Government rejects cutting abortion time limit

 MPs last night voted to reject cutting the time limit for abortion in four amendments to the Human Fertilisation and Embryology Bill. A bid to cut the upper limit for abortions from 24 weeks to 12 weeks was defeated by 393 votes to 71. A further attempt to get the limit down to 16 weeks was defeated by 387 votes to 84. The proposal to lower the limit to 20 weeks was defeated by 332 votes to 190. A move to bring in a 22 week limit was opposed by 304 votes to 233. The upper gestational limit for abortions was set by Parliament in 1990 at 24 weeks because the scientific evidence of the time was that the threshold of viability had increased and babies were increasingly surviving at 24 weeks and above.
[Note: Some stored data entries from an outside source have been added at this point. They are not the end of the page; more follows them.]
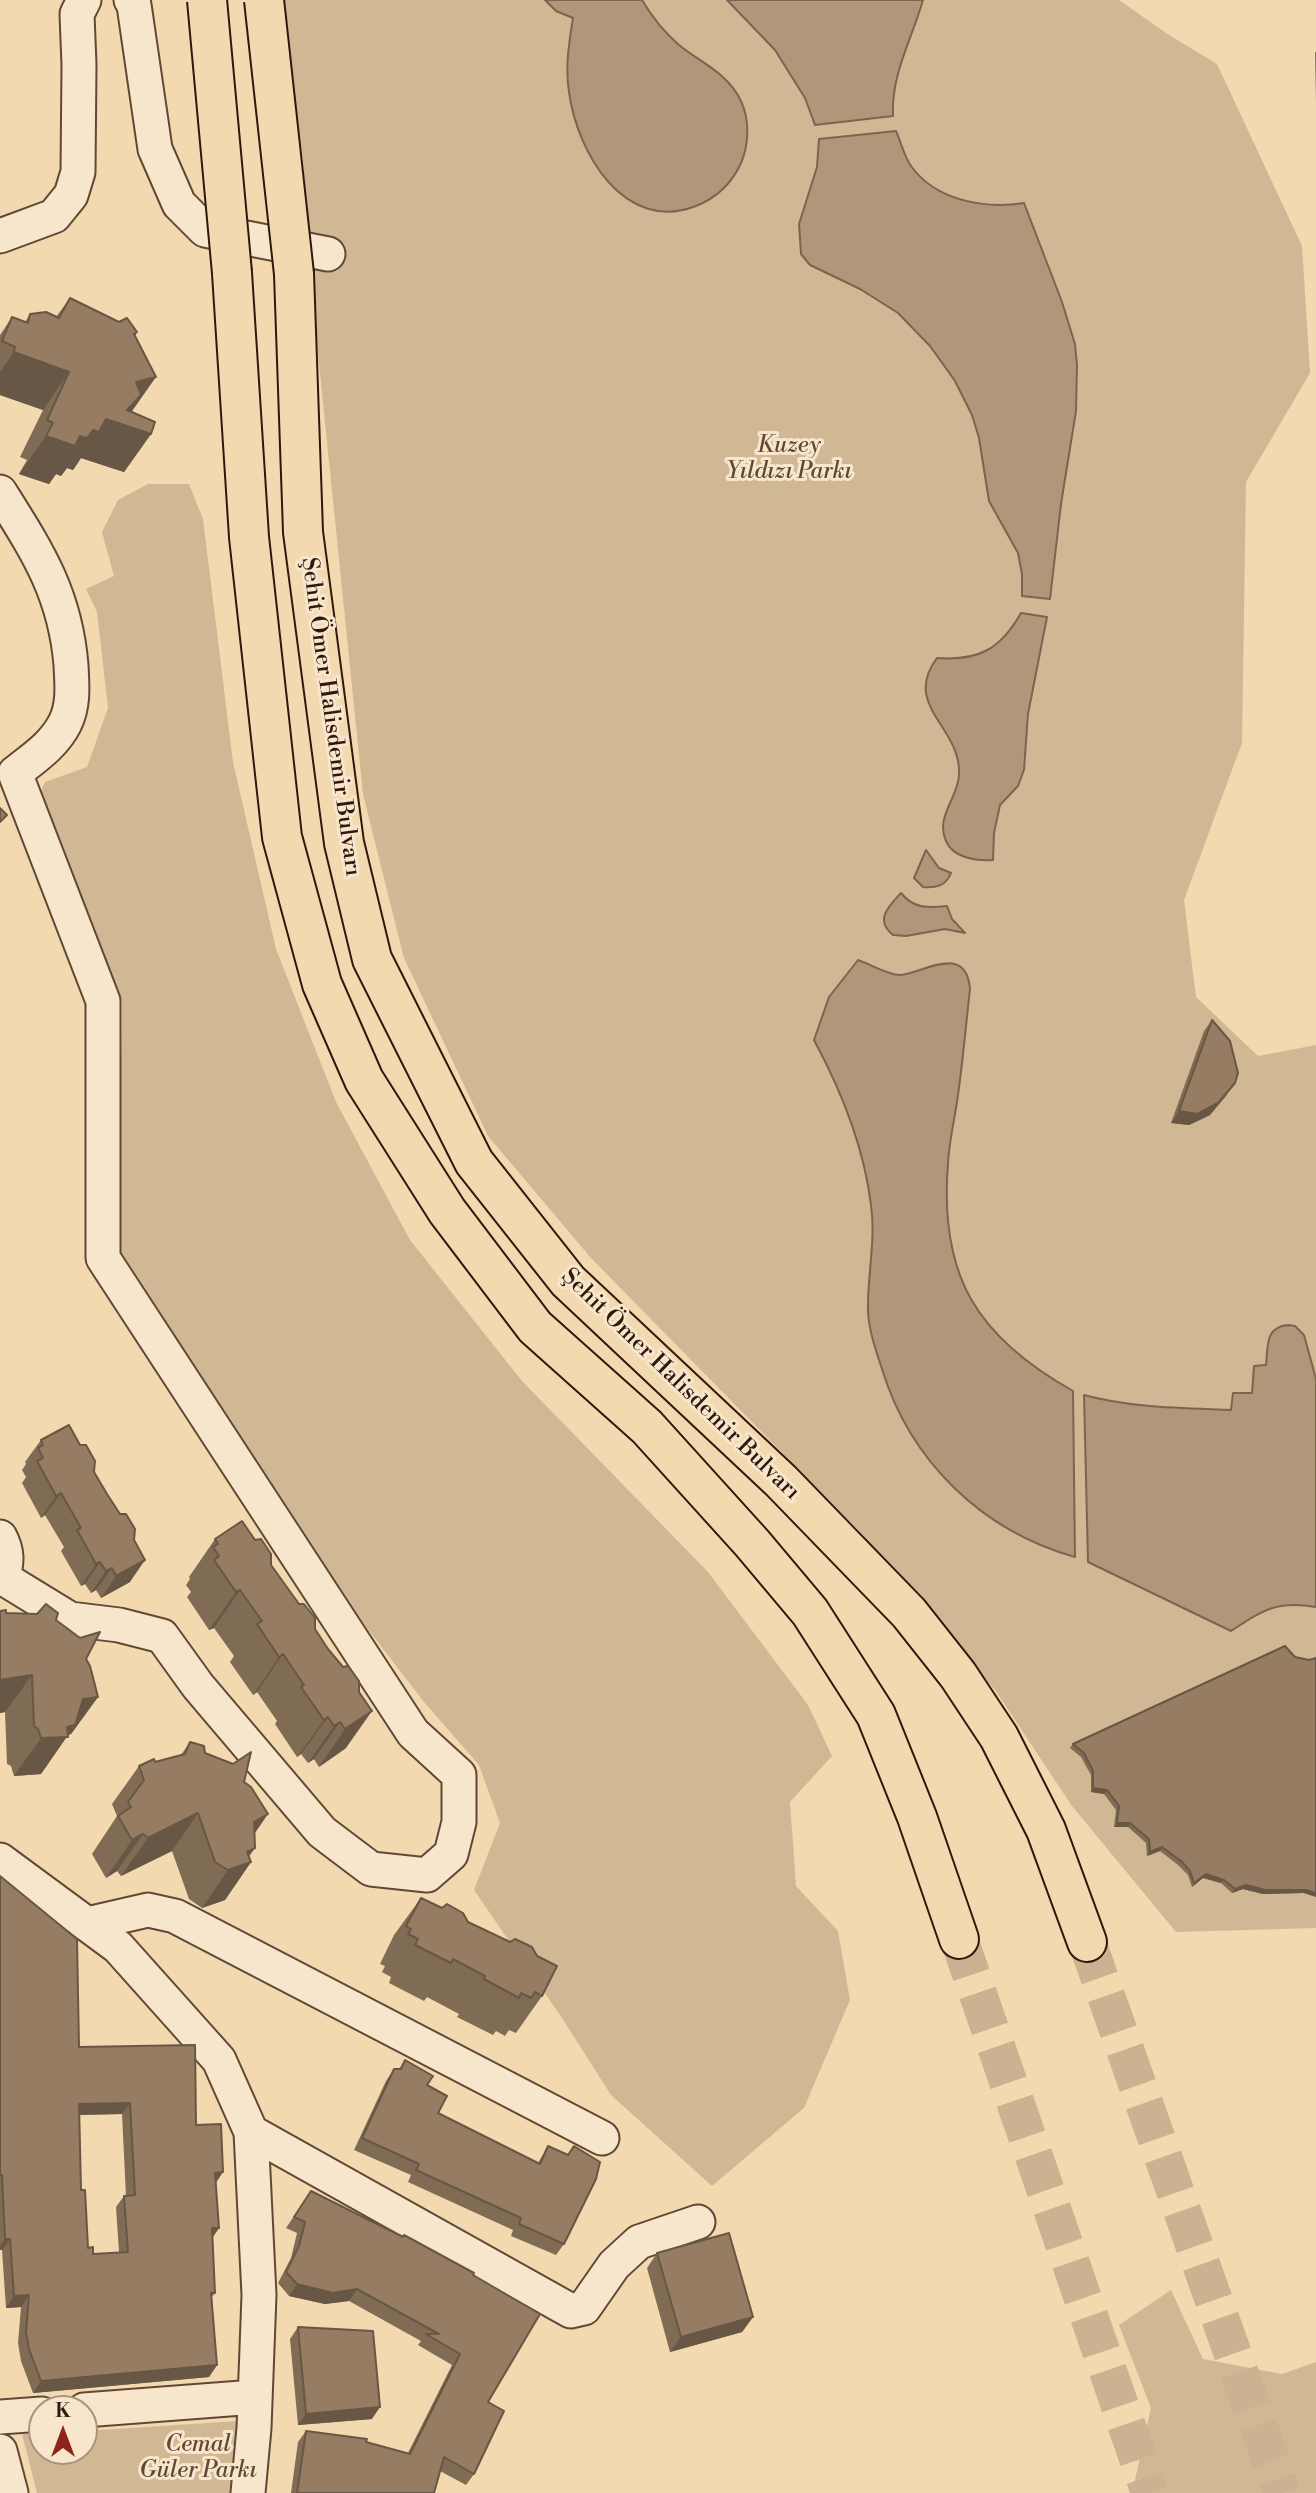 <!DOCTYPE html>
<meta charset="utf-8">
<style>
body{margin:0}
#map{position:relative;width:1316px;height:2493px;overflow:hidden;background:#f2d9b0;font-family:"Libre Bodoni",serif}
canvas{display:block}
.north{position:absolute;left:28px;top:2395px;width:70px;height:70px;box-sizing:border-box;background:#f7e6cc;border:2px solid #a89480;border-radius:50%;rotate:0deg;font-size:19px;font-weight:700;line-height:28px;text-align:center;color:#31180e}
.north::after{content:'';display:block;margin:auto;width:24px;height:32px;background:#8f2418;clip-path:polygon(50% 0,100% 100%,50% 72%,0 100%)}
</style>
<div id="map">
<canvas width="1316" height="2493"></canvas>
<div class="north">K</div>
</div>
<script>
const ctx = document.querySelector('canvas').getContext('2d');
ctx.lineJoin = 'round';
function fill(path, color) { ctx.fillStyle = color; ctx.fill(path, 'evenodd'); }
function trace(path, color, width, dash) { ctx.strokeStyle = color; ctx.lineWidth = width; ctx.lineCap = dash ? 'butt' : 'round'; ctx.setLineDash(dash || []); ctx.stroke(path); }
function write(font, color, halo, rows, align = 'center') {
  ctx.font = font + ' "Libre Bodoni",serif'; ctx.lineWidth = 6; ctx.setLineDash([]); ctx.textBaseline = 'middle'; ctx.strokeStyle = halo; ctx.fillStyle = color; for (const [text, x, y, turn = 0] of rows) {
    ctx.save(); ctx.translate(x, y); ctx.rotate((+turn || 0) * Math.PI / 180); ctx.textAlign = isNaN(turn) ? turn : align; if (halo) ctx.strokeText(text, 0, 0); ctx.fillText(text, 0, 0); ctx.restore();
  }
}
fill(new Path2D(`
 M282,0H1119L1169,35L1217,64L1302,246L1310,373L1246,482L1242,743L1184,900L1196,997L1258,1056L1316,1045V1928L1176,1932L1072,1806L995,1690L859,1531L591,1258L488,1136L404,958L363,794L317,344L303,161Z
 M148,484H189L203,519L233,762L276,949L336,1102L410,1240L522,1381L708,1572L808,1705L832,1756L790,1802L796,1886L838,1931L850,2000L804,2108L712,2186L611,2095L562,2018L474,1890L500,1823L479,1765L424,1702L323,1571L119,1253L122,1001L35,804L45,782L87,767L108,708L97,612L86,589L114,576L102,532L118,500Z
 M1171,2290L1203,2359L1282,2374L1316,2362V2493H1132L1151,2408L1119,2325Z
 M238,2421L230,2493H37L22,2434L42,2433V2451H84V2431Z`), '#d1b894');
const water = new Path2D(`
 M545,0H642C652,17 664,32 679,45C701,63 728,73 741,101C750,121 749,144 741,163C732,183 716,198 696,206C624,234 577,152 569,92C565,67 569,43 573,18L556,11Z
 M727,0H923C912,39 891,74 893,116L815,125L805,98L775,50Z
 M896,131C901,142 904,156 911,166C936,201 985,209 1024,203L1062,302L1075,344L1077,365L1076,411L1061,504L1050,599L1022,596V574L1018,553L989,501L979,438L972,415L955,381L930,346L898,313L860,289L810,265L801,254L799,224L817,167L819,139Z
 M1021,613L1047,617L1028,714L1024,770L1018,786L1000,805L994,833L993,860C976,861 953,858 946,841C935,817 958,798 959,775C962,727 901,706 937,658C978,661 1000,650 1021,613Z
 M926,850L939,868L951,873C946,886 936,888 923,887L914,878Z
 M901,893C914,909 928,908 947,906L952,919L965,933L945,929L906,936L893,935C874,920 889,906 901,893Z
 M858,960C870,964 886,974 899,975C920,975 966,941 970,989C966,1024 963,1060 958,1095C955,1118 949,1141 948,1164C939,1276 977,1337 1073,1391L1075,1557C982,1531 910,1461 882,1369C876,1351 869,1331 868,1312C867,1276 876,1241 871,1205C864,1147 842,1092 814,1040L829,997Z
 M1288,1325L1295,1326L1304,1335L1316,1379V1607C1277,1600 1263,1610 1231,1631L1088,1562L1084,1395C1132,1408 1182,1408 1231,1410L1233,1393H1252L1254,1366L1266,1365C1268,1346 1265,1327 1288,1325Z`);
fill(water, '#b09779');
trace(water, '#7d644e', 2);
trace(new Path2D(`
 M959,1939L1150,2493
 M1087,1942L1282,2493`), '#cbb290', 38, [38, 19]);
const minor = new Path2D(`
 M131,0L134,5L155,149L179,204L205,230L328,254
 M0,236L54,216L71,195L78,172L79,65L77,14L84,0
 M0,492C37,551 65,593 71,665C72,685 74,705 65,723C54,745 34,758 15,773L103,1001V1258L413,1733L459,1775V1822L451,1854L427,1875L371,1869L322,1832L198,1686L162,1636L119,1625L70,1619L3,1578L0,1579
 M0,1537C8,1552 7,1562 3,1578
 M0,1860L118,1947L219,2060L251,2132L259,2295L254,2428L248,2493
 M87,1924L148,1910L175,1916L602,2138
 M251,2132L571,2311L584,2308L614,2265L639,2242L698,2222
 M84,2410L255,2397
 M0,2417L42,2414
 M0,2451L11,2493`);
const highway = new Path2D(`
 M232,273L249,537L282,837L322,984L364,1080L447,1211L535,1327L647,1427L752,1543L810,1612L876,1715L917,1817L959,1939
 M294,274L303,532L344,843L372,959L474,1162L568,1281L781,1481L909,1613L958,1675L999,1737L1046,1830L1087,1942`);
trace(minor, '#614836', 37);
trace(highway, '#31180e', 42);
trace(minor, '#f7e6cc', 33);
trace(highway, '#f2d9b0', 38);
const highwayBridge = new Path2D(`
 M207,0L232,273
 M264,0L294,274`);
trace(highwayBridge, '#31180e', 42, []);
trace(highwayBridge, '#f2d9b0', 38);
fill(new Path2D(`
 M1316,51V102L1315,53Z
 M70,298L137,332L135,336L132,412L151,434L124,472L81,458L73,470L67,468L61,476L56,474L49,484L19,474L27,460L20,457L43,410L0,395V335L12,317L25,322L30,314L56,317Z
 M1212,1020L1227,1095L1210,1115L1189,1125L1171,1123L1204,1031Z
 M41,1440L94,1472L130,1582L101,1598L96,1590L91,1593L85,1584L81,1586L61,1551L64,1547L45,1515L41,1518L22,1483L26,1477L22,1470L26,1464L25,1462Z
 M215,1539L271,1565L328,1649L343,1667L346,1748L319,1767L314,1759L308,1763L301,1754L297,1757L275,1724L277,1721L257,1692L253,1695L230,1662L234,1656L214,1628L209,1630L187,1597L191,1592L186,1585L190,1579L189,1577Z
 M0,1611L6,1613L56,1620L86,1659L98,1697L71,1734L68,1735L41,1774L14,1776L11,1766L7,1764L5,1712L0,1713Z
 M1295,1657L1309,1660L1316,1658V1897L1304,1893L1263,1894L1243,1889L1232,1893L1221,1883L1203,1878L1192,1887L1188,1875L1178,1865L1160,1851L1147,1856L1146,1843L1128,1827H1114L1116,1810L1104,1794L1091,1792V1775L1081,1757L1070,1748L1073,1744Z
 M190,1742L205,1753L244,1782L249,1857L251,1862L225,1900L202,1908L189,1899L172,1851L121,1876L117,1871L106,1878L92,1854L117,1816L112,1804L139,1766L181,1755Z
 M0,1876L79,2047L196,2125L223,2172L216,2182L219,2228L213,2237L215,2293L212,2297L217,2365L209,2377L33,2393L21,2361L18,2343L21,2307L6,2308L2,2250H0ZM122,2114L126,2196H124L116,2207L119,2252L93,2254L88,2248L81,2190L79,2115Z
 M421,1898L468,1922L542,1996L516,2033L509,2030L505,2036L496,2031L493,2035L457,2017L459,2014L427,1997L424,2001L389,1983L391,1977L382,1972L385,1966L380,1964L394,1935Z
 M405,2060L427,2085L438,2113L538,2163L548,2146L568,2155L574,2146L564,2244L556,2255L511,2236L513,2230L408,2182L411,2175L354,2150L386,2081L394,2069H399Z
 M311,2191L473,2275L488,2402L474,2474L466,2485L440,2471L434,2493H291L298,2442L306,2431L366,2442L408,2453L452,2365L418,2345L421,2341L349,2301L325,2304L289,2296L278,2283L291,2258L297,2233L286,2228Z
 M657,2253L753,2317L742,2332L670,2352L647,2268Z
 M298,2327L372,2419L298,2425L290,2339Z`), '#806b54');
fill(new Path2D(`
 M14,352L69,372L43,410L0,395V372Z
 M156,377L130,414L151,434L124,472L81,458L73,470L67,468L61,476L56,474L49,484L19,474L46,436H80L93,430L106,419L136,382Z
 M1235,1083L1210,1115L1189,1125L1171,1123L1179,1111Z
 M61,1493L45,1515L41,1518L56,1496Z
 M145,1560L130,1582L101,1598L116,1576Z
 M100,1562L85,1584L81,1586L96,1564Z
 M112,1568L96,1590L91,1593L106,1571Z
 M240,1590L214,1628L209,1630L236,1592Z
 M283,1654L257,1692L253,1695L279,1657Z
 M32,1675L5,1712L0,1713V1680Z
 M98,1697L71,1734L68,1735L41,1774L14,1776L41,1738L83,1699Z
 M372,1711L346,1748L319,1767L345,1729Z
 M328,1717L301,1754L297,1757L324,1720Z
 M340,1722L314,1759L308,1763L334,1726Z
 M1093,1788L1107,1790L1104,1794L1091,1792Z
 M198,1813L172,1851L121,1876L148,1838Z
 M268,1814L242,1852L254,1822Z
 M1117,1823H1130L1128,1827H1114Z
 M143,1834L117,1871L106,1878L132,1840Z
 M1162,1847L1160,1851L1147,1856L1150,1852Z
 M255,1848L243,1865L251,1862L225,1900L202,1908L228,1870L247,1852Z
 M1206,1874L1224,1880L1221,1883L1203,1878L1192,1887L1194,1883Z
 M1246,1885L1306,1890L1316,1893V1897L1304,1893L1263,1894L1243,1889L1232,1893L1235,1889Z
 M130,2103L122,2114L71,2115L79,2104Z
 M223,2172L215,2184V2173Z
 M212,2228H219L211,2239Z
 M5,2239H10L2,2250H0V2246Z
 M297,2284L357,2289L349,2301L325,2304L289,2296Z
 M29,2295L21,2307L6,2308L14,2296Z
 M753,2317L742,2332L670,2352L681,2337Z
 M217,2365L209,2377L33,2393L41,2381Z
 M380,2407L372,2419L298,2425L306,2414Z`), '#685745');
const building = new Path2D(`
 M70,298L119,322L127,318L137,332L134,334L156,377L136,382L141,395L127,410L155,422L151,434L106,419L99,432L93,430L87,438L80,436L75,446L46,436L53,423L47,420L69,372L14,352L15,347L2,341L12,317L28,323L30,314L46,312L59,318Z
 M0,808L7,815L0,822Z
 M1212,1020L1230,1041L1238,1073L1235,1083L1218,1103L1197,1114L1179,1111Z
 M69,1425L80,1445H86L95,1461L94,1472L107,1494L120,1514H126L135,1529L134,1540L145,1560L116,1576L112,1568L106,1571L100,1562L96,1564L77,1530L81,1528L61,1493L56,1496L37,1461L43,1458L38,1448L43,1445L41,1440Z
 M242,1521L255,1540L261,1539L271,1554V1565L299,1604H304L315,1618V1629L328,1649L343,1667L348,1666L359,1681V1692L372,1711L345,1729L340,1722L334,1726L328,1717L324,1720L301,1687L304,1685L283,1654L279,1657L257,1624L262,1621L240,1590L236,1592L214,1560L219,1556L213,1547L218,1544L215,1539Z
 M46,1604L58,1613L56,1620L80,1638L100,1632L86,1659L90,1666L98,1697L83,1699L75,1725L67,1727L68,1737L41,1738L38,1729L34,1726L32,1675L0,1680V1611L6,1610V1613L37,1614Z
 M1285,1646L1295,1657L1309,1660L1316,1658V1893L1306,1890H1265L1246,1885L1235,1889L1224,1880L1206,1874L1194,1883L1190,1871L1181,1861L1162,1847L1150,1852L1149,1839L1130,1823H1117L1119,1806L1107,1790L1093,1788V1771L1084,1753L1073,1744Z
 M190,1742L204,1746L205,1753L233,1764L251,1752L244,1782L251,1787L268,1814L254,1822L255,1848L247,1852L251,1862L228,1870L215,1862L198,1813L148,1838L143,1834L132,1840L118,1816L131,1807L128,1802L144,1780L139,1766L154,1759L155,1762L185,1754Z
 M0,1876L77,1939L79,2047L195,2045L196,2125L221,2124L223,2172L215,2173L219,2228H212L215,2293H211L217,2365L41,2381L29,2349L26,2332L29,2295L14,2296L10,2239H5L2,2175H0ZM130,2103L135,2195L124,2196L128,2252L93,2254V2247L88,2248L85,2190H81L79,2104Z
 M421,1898L442,1908L447,1904L463,1913L468,1922L510,1942L515,1939L532,1947L537,1956L557,1966L542,1996L535,1992L531,1998L521,1993L519,1998L484,1979L485,1976L453,1959L451,1963L415,1945L418,1939L408,1934L411,1929L406,1926Z
 M405,2060L433,2076L427,2085L447,2096L438,2113L540,2164L548,2146L568,2155L574,2146L600,2162L596,2179L564,2244L519,2224L521,2218L416,2170L419,2164L362,2138L394,2069H401Z
 M311,2191L403,2237L404,2235L474,2273L473,2275L540,2314L488,2402L504,2411L474,2474L444,2457L434,2493H297L306,2431L367,2439L366,2442L410,2454L460,2354L426,2334H439L357,2289L333,2293L297,2284L286,2272L299,2246L305,2222L294,2217Z
 M729,2233L753,2317L681,2337L657,2253Z
 M298,2327L373,2331L380,2407L306,2414Z`);
fill(building, '#957c62');
trace(building, '#685745', 2);
write('italic 23px', '#614836', '#f7e6cc', [
 ["Kuzey",789,446],
 ["Yıldızı Parkı",789,472],
 ["Cemal",198,2445],
 ["Güler Parkı",198,2471]
]);
write('23px', '#31180e', '#f7e6cc', [
 ["Şehit Ömer Halisdemir Bulvarı",330,717,82],
 ["Şehit Ömer Halisdemir Bulvarı",680,1385,44]
]);
</script>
Campaigners arguing for the reduction in the time limit this time argued that medical advances had made it more likely that some babies born even earlier than 24 weeks could survive. David Jones, a professor of bio-ethics, said research on the survival rates for extremely premature babies was "disputed". Tory MP Nadine Dorries, an ex-nurse, who proposed the 20-week limit, said she was not anti-abortion, but said she believed the right of a woman to choose had its limits. She reached this decision after seeing the 'botched' abortion of a baby boy when she was a gynaecological nurse. She said: "I believe a baby has rights. Those rights kick in if that baby were born it would have a chance of life and if it feels pain as part of the abortion," she said.